Vox Poetik # 18 – Franco Battiato

« Du haut de la tour, je jetterai tous les artistes »

Mortibus et inutile la poésie ? Que nenni. Cette chronique « Vox Poetik » reviendra régulièrement vous le seriner en vous proposant des extraits qui nous hérissent les chakras. Dix-huitième salve, un saut de côté dans la variété italienne, avec les paroles perchées et quasiment proto-situationnistes d’un morceau de Franco Battiato, farfelu magnifique.

Le 18 mai prochain, il y aura un an que Franco Battiato est mort. On en pleure encore des larmes de sang. Pourtant, un mystère demeure. Comment cet hurluberlu binoclard a-t-il su provoquer un tel enthousiasme chez ses fans, un tel agacement chez les autres, avec ses arrangements contestables et ses paroles perchées, à côté desquelles les envolées de Mylène Farmer semblent extraites du Code de procédure pénale ? Qui sait, quand on sait pourquoi on aime c’est qu’on n’aime pas assez.

Dans le genre bizarre, le pedigree est irréprochable. Pionnier de l’électro inécoutable dans l’Italie des années 1970 (comme il le sera du vocodeur trente ans plus tard), auteur des plus énormes succès de la variétoche du début des années 1980 (« Voglio vederti danzare », « Centro di gravità permanente », « Bandiera bianca »…), il est aussi le premier chanteur pop invité à chanter devant le pape, quelques mois avant d’aller donner un concert en arabe dans Bagdad sous embargo. Puis il s’installe en ermite sur les hauteurs de sa Catane natale, où il compose des opéras, peint des tableaux pas terribles, reprend Brahms et Dalida et réalise des films dont le dernier, Niente è come sembra (2007), featuring Alejandro Jodorowsky.

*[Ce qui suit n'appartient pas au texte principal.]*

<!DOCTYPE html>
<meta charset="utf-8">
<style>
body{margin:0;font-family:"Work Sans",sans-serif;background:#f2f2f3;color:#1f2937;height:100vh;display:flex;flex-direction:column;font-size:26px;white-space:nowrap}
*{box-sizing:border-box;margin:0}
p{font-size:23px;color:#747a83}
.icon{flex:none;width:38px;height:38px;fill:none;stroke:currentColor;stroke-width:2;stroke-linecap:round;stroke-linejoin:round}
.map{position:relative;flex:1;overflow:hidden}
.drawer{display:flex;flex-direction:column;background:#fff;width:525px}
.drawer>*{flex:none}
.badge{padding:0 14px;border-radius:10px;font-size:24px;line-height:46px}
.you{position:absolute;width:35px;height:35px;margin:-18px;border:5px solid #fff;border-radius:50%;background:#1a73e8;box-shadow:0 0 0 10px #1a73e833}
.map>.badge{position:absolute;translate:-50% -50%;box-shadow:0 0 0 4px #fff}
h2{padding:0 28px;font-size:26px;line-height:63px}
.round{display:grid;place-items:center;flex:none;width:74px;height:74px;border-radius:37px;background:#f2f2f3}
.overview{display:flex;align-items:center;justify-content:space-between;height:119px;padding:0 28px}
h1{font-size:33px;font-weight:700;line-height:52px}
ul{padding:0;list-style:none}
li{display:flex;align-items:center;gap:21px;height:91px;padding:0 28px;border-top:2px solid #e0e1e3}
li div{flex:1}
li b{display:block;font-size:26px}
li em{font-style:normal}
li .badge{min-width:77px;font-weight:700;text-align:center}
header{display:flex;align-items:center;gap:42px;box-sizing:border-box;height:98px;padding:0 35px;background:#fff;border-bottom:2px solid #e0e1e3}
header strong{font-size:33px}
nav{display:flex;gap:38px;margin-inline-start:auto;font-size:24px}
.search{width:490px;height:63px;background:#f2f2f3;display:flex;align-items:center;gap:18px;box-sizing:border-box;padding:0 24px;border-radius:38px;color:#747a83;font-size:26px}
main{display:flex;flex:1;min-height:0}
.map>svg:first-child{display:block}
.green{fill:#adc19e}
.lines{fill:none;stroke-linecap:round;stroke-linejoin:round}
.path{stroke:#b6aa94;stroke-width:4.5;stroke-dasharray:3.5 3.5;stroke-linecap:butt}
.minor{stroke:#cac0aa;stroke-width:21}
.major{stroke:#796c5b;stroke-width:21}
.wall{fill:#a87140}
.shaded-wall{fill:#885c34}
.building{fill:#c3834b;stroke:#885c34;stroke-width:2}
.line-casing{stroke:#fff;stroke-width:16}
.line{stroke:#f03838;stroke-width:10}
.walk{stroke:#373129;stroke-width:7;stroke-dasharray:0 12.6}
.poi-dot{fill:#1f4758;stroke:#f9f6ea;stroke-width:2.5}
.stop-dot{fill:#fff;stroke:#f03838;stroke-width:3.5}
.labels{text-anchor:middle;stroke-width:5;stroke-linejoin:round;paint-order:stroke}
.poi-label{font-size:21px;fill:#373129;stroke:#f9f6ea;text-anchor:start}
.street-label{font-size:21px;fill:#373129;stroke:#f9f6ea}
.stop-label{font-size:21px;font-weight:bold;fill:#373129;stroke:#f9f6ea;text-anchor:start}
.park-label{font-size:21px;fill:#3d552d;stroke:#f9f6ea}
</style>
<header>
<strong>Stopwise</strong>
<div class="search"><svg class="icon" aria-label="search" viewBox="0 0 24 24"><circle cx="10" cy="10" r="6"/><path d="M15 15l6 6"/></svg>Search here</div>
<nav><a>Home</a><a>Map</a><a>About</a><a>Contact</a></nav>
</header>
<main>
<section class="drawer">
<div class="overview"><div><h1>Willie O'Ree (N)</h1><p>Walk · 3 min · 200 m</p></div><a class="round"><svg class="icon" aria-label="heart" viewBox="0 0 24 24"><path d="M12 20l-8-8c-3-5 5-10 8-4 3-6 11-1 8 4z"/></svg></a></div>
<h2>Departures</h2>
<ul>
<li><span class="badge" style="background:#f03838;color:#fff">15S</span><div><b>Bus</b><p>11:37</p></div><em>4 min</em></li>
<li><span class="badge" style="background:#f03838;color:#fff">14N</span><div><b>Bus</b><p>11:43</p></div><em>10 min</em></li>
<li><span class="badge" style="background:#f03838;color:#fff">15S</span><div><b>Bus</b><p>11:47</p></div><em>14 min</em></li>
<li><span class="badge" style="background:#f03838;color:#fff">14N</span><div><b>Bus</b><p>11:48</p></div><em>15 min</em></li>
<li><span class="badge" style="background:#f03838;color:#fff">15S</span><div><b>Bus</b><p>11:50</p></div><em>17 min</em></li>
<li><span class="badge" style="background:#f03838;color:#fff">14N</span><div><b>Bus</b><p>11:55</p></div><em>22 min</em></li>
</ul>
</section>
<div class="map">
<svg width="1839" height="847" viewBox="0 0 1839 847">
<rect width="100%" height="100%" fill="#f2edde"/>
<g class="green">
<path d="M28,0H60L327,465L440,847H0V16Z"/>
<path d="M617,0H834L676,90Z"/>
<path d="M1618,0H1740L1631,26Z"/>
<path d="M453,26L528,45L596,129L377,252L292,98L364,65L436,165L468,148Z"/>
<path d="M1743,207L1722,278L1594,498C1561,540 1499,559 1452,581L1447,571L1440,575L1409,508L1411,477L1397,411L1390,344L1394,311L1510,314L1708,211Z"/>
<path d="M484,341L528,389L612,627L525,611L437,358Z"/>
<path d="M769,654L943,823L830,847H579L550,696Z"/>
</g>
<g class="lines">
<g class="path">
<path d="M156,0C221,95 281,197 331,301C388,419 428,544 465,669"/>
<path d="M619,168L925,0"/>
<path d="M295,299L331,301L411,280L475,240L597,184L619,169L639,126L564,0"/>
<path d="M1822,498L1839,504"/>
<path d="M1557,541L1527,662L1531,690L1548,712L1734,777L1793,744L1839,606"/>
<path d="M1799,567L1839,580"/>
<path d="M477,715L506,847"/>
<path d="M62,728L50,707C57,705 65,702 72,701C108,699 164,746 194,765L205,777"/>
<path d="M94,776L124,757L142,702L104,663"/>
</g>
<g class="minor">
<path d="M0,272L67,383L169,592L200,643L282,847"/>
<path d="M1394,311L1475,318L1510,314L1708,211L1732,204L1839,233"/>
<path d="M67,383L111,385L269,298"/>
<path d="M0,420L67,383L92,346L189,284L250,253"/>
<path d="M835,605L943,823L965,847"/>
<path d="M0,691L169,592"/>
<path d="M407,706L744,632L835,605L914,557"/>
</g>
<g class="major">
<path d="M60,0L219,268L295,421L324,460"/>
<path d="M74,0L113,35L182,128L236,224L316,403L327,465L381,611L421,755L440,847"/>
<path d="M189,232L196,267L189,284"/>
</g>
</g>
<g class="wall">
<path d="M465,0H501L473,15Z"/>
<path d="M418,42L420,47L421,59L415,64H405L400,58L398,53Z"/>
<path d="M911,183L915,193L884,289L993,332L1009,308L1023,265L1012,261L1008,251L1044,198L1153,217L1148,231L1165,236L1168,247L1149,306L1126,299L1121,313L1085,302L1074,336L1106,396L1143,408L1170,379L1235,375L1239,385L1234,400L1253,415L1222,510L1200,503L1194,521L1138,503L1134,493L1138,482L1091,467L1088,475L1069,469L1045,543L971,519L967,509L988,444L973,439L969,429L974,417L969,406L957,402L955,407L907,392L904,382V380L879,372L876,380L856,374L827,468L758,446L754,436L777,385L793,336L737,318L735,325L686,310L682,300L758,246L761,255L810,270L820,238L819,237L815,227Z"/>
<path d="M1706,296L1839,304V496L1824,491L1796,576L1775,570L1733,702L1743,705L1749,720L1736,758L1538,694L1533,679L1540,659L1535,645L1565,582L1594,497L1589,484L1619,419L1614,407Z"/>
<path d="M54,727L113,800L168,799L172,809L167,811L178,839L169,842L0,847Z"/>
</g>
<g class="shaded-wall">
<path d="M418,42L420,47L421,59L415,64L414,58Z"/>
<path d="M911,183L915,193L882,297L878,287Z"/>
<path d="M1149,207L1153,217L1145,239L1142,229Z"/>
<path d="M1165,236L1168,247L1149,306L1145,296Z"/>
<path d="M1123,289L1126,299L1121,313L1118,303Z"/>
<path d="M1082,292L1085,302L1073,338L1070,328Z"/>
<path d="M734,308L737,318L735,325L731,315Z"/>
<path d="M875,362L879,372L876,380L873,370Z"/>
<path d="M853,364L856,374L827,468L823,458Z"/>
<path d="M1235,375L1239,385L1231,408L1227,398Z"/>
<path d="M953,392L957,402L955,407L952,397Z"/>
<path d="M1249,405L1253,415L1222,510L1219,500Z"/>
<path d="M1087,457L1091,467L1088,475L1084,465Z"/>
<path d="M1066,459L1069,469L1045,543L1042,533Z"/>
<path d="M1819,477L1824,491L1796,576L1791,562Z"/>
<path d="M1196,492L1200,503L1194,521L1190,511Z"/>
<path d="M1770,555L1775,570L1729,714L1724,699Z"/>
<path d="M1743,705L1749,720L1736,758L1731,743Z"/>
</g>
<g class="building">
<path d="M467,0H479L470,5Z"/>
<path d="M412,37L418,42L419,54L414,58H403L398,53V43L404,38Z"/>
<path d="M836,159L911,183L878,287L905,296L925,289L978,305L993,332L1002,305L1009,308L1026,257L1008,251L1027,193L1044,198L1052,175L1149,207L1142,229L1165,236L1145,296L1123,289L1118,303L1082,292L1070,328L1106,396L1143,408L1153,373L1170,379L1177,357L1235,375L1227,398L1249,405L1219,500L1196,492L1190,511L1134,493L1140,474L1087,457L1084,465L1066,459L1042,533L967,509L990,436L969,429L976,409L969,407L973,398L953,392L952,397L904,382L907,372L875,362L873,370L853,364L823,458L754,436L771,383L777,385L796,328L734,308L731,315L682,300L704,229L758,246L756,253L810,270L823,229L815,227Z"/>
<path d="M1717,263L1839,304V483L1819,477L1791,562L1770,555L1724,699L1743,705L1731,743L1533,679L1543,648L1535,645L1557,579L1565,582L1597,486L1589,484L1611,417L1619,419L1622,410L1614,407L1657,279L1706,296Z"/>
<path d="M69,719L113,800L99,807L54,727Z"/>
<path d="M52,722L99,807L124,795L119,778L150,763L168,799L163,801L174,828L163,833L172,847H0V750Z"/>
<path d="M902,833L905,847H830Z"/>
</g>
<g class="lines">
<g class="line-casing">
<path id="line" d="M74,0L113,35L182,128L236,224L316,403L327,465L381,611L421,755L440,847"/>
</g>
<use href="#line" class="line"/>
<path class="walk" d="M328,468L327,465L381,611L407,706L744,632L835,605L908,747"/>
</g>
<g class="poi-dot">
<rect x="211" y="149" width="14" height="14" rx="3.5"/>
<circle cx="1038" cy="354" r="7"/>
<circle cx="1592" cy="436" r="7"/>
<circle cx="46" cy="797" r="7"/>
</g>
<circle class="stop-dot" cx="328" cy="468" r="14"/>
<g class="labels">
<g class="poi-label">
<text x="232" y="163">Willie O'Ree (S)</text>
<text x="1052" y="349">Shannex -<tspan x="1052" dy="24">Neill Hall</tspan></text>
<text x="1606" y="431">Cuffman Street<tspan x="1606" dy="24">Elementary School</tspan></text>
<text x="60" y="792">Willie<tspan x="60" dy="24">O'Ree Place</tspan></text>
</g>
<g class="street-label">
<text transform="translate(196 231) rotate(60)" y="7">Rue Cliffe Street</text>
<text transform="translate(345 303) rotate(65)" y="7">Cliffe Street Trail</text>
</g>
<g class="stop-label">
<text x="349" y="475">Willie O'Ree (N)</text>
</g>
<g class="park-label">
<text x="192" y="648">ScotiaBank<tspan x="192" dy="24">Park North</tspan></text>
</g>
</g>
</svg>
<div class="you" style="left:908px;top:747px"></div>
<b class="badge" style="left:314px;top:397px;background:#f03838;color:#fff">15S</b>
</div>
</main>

Généreux en concert (« Je m’en passerais bien, concédait-il, mais ça fait plaisir aux gens ») comme à la télé, Battiato envoyait chier tout le monde, à commencer par celui de la culture – témoin, sa chanson « La Tour », ci-dessous. Avare en chansons d’amour, il distille à intervalles réguliers des messages politiques plus ou moins discrets, déplorant le sort de sa « pauvre patrie » (« Povera patria ») et « les charlatans, les magouilleurs » dont il faudrait encore « payer les extras » (« Inneres Auge »). En 2014, il avait soutenu la campagne de crowdfunding du quotidien d’extrême gauche Il Manifesto – avant de retourner à ses ésotéristes et à sa musique soufie.

La tour

« Du haut de la tour
Je jetterai tous les artistes
Car les trompettes du jugement retentiront
Pour tous ceux qui croient en ce qu’ils font

Chez les Spartiates
Autrefois c’était pareil
Ils jetaient de la falaise
Ceux qui tournaient mal

Du haut de la tour
Je jetterai tous les théâtreux
Et Notre-Dame des Turcs
Miroir de mes appétits
Qui de nous est le meilleur en ce royaume ?

Mais je sauverai
Ceux qui n’ont envie de rien faire
Mais ne savent pas rien faire
Ceux qui n’ont envie de rien faire
Mais je sauverai
Ceux qui n’ont envie de rien faire
Mais ne savent pas faire

Du haut de la tour
Je jetterai tous les cinéastes
Les acteurs et l’électroménager
À la veille de la destruction

Des dinosaures antédiluviens
Reviendront
Une race de super-reptiles,
Chalalala, qui mangeront

Les présentateurs
Surtout les créatifs
Qui jouent à des quiz électroniques
On mangera ceux qui font mais ne savent pas ce qu’ils font

Seront sauvés
Ceux qui n’ont envie de rien faire
Mais ne savent pas rien faire
Ceux qui n’ont envie de rien faire
Seront sauvés
Ceux qui n’ont envie de rien faire
Mais ne savent pas faire »

(Franco Battiato, album L’Arca di Noè, 1982, traduction maison)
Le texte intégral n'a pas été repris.